Data excerpts:
——

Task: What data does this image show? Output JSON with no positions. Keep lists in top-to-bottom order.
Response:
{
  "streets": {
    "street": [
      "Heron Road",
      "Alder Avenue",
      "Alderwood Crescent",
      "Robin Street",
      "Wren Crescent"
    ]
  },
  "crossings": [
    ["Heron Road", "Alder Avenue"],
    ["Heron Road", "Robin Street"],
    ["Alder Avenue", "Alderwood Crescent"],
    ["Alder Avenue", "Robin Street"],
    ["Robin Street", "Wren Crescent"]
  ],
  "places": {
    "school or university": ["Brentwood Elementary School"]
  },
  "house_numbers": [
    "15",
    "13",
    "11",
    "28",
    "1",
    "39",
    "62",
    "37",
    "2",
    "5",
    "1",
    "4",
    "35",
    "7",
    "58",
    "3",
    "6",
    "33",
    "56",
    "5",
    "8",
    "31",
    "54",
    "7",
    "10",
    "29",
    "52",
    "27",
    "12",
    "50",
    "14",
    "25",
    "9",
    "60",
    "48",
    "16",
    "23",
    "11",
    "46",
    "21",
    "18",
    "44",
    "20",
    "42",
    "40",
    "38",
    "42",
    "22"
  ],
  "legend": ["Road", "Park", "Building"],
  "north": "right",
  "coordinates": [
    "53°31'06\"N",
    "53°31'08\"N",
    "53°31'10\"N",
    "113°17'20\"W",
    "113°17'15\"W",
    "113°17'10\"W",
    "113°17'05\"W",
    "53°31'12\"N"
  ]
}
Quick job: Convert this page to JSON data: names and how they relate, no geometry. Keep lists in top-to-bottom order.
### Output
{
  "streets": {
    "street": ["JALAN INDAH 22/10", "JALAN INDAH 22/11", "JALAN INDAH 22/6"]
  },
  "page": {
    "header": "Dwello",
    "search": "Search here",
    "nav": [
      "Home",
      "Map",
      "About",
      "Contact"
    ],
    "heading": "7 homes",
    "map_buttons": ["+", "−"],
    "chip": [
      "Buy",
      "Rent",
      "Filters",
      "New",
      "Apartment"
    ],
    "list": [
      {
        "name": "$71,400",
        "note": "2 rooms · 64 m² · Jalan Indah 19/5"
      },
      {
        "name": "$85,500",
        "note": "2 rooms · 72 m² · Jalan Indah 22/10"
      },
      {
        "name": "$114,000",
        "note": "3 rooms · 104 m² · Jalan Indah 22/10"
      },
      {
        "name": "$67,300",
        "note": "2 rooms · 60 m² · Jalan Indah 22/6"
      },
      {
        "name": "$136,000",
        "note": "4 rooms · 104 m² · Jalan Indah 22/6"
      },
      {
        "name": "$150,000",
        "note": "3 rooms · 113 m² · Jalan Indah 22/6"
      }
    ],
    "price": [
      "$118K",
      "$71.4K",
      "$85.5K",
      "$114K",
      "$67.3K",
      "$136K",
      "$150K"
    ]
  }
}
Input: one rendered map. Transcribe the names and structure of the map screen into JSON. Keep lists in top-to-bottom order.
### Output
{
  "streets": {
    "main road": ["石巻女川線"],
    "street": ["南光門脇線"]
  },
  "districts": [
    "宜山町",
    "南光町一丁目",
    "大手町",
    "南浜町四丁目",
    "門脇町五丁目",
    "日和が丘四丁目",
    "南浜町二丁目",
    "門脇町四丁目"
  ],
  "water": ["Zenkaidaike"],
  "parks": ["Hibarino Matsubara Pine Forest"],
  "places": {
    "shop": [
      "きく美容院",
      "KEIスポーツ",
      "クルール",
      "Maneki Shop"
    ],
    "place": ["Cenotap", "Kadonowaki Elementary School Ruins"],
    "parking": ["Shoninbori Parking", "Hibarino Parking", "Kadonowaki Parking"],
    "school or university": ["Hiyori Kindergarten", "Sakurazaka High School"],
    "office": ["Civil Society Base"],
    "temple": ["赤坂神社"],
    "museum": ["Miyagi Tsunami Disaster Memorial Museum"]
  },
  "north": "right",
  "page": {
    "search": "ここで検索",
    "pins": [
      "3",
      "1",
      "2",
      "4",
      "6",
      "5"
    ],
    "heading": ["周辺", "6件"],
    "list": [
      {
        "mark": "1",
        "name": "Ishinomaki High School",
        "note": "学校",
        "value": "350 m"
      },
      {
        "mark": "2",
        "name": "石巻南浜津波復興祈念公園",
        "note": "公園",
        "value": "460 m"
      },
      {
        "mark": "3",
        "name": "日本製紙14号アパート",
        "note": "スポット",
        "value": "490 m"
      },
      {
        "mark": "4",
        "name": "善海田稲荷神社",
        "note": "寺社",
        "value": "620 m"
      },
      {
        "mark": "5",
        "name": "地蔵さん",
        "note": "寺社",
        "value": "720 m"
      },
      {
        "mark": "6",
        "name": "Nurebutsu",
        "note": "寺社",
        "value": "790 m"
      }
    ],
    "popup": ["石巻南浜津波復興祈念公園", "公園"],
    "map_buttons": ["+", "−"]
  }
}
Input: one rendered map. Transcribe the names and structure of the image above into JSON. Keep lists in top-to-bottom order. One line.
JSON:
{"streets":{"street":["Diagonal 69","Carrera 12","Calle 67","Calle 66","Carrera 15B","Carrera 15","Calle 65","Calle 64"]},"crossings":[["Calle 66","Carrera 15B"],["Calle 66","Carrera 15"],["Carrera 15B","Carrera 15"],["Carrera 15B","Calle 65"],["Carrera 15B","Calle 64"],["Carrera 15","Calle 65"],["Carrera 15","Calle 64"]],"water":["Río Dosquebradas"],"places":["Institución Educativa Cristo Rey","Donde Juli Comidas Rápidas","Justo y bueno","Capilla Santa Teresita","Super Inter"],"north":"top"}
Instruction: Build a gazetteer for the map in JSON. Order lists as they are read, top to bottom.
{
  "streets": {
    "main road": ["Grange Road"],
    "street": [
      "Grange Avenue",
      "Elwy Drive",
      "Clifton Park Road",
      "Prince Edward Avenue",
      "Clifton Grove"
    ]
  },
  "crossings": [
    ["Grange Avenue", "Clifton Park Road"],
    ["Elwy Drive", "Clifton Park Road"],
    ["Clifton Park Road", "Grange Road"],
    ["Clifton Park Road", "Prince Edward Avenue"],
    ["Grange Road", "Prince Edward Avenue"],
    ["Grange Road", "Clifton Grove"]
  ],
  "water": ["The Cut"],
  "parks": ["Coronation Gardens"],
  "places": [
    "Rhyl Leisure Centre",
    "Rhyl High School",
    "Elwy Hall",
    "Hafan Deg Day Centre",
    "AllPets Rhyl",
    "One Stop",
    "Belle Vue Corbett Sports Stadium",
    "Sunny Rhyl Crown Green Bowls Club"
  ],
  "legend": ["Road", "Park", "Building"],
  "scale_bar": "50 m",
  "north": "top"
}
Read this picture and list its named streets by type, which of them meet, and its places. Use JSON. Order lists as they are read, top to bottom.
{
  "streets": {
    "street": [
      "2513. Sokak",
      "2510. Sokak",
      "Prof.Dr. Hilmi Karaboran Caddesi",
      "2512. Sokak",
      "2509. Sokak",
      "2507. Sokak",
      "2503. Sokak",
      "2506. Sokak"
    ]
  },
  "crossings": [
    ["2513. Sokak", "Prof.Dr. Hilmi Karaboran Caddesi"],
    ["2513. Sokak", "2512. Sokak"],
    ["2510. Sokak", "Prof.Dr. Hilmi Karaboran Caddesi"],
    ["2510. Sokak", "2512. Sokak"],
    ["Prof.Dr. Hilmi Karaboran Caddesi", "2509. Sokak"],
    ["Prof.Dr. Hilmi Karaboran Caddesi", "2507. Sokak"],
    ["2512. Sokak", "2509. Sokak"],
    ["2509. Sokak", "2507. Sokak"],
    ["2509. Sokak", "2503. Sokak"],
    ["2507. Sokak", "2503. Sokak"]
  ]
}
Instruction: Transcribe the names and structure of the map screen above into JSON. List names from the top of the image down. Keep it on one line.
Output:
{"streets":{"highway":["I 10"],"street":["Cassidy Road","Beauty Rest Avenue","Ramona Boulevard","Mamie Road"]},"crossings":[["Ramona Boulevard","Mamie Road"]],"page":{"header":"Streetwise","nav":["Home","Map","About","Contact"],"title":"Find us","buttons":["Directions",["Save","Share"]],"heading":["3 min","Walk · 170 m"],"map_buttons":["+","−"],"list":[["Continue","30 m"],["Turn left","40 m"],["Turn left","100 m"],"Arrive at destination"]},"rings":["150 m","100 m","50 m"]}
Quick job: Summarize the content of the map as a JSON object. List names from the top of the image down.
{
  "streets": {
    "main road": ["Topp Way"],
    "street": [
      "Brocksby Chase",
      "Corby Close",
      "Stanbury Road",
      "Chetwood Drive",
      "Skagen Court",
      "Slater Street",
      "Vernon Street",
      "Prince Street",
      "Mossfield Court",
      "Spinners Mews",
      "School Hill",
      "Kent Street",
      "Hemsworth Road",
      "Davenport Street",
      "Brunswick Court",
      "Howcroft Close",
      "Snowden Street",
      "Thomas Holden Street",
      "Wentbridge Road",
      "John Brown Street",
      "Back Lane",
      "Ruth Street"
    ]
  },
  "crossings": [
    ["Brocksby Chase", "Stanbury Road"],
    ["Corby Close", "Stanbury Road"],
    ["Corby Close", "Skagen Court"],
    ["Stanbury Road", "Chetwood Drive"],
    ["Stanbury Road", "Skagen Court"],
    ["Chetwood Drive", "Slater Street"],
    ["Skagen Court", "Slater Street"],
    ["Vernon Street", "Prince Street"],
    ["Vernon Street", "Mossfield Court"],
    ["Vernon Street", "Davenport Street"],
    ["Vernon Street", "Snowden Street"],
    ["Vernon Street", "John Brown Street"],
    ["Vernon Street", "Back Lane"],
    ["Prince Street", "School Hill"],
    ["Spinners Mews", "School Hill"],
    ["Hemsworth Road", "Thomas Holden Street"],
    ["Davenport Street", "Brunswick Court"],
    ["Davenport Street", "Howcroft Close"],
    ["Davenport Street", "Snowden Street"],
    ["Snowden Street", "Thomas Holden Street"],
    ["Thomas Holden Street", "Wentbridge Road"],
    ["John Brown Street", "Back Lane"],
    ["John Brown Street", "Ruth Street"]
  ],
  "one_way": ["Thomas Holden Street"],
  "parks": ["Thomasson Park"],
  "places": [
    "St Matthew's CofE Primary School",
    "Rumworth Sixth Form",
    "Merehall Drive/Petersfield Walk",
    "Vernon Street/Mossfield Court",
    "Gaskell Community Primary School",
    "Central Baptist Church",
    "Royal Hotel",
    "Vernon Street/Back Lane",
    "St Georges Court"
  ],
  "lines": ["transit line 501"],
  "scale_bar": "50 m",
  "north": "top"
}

——

Please restate only the opening stretch of the records above: every line from the first through the one containing "Quick job: Convert", exactly as written.

§ **RESULT**
Task: What data does this image show? Output JSON with no positions. Keep lists in top-to-bottom order.
Response:
{
  "streets": {
    "street": [
      "Heron Road",
      "Alder Avenue",
      "Alderwood Crescent",
      "Robin Street",
      "Wren Crescent"
    ]
  },
  "crossings": [
    ["Heron Road", "Alder Avenue"],
    ["Heron Road", "Robin Street"],
    ["Alder Avenue", "Alderwood Crescent"],
    ["Alder Avenue", "Robin Street"],
    ["Robin Street", "Wren Crescent"]
  ],
  "places": {
    "school or university": ["Brentwood Elementary School"]
  },
  "house_numbers": [
    "15",
    "13",
    "11",
    "28",
    "1",
    "39",
    "62",
    "37",
    "2",
    "5",
    "1",
    "4",
    "35",
    "7",
    "58",
    "3",
    "6",
    "33",
    "56",
    "5",
    "8",
    "31",
    "54",
    "7",
    "10",
    "29",
    "52",
    "27",
    "12",
    "50",
    "14",
    "25",
    "9",
    "60",
    "48",
    "16",
    "23",
    "11",
    "46",
    "21",
    "18",
    "44",
    "20",
    "42",
    "40",
    "38",
    "42",
    "22"
  ],
  "legend": ["Road", "Park", "Building"],
  "north": "right",
  "coordinates": [
    "53°31'06\"N",
    "53°31'08\"N",
    "53°31'10\"N",
    "113°17'20\"W",
    "113°17'15\"W",
    "113°17'10\"W",
    "113°17'05\"W",
    "53°31'12\"N"
  ]
}
Quick job: Convert this page to JSON data: names and how they relate, no geometry. Keep lists in top-to-bottom order.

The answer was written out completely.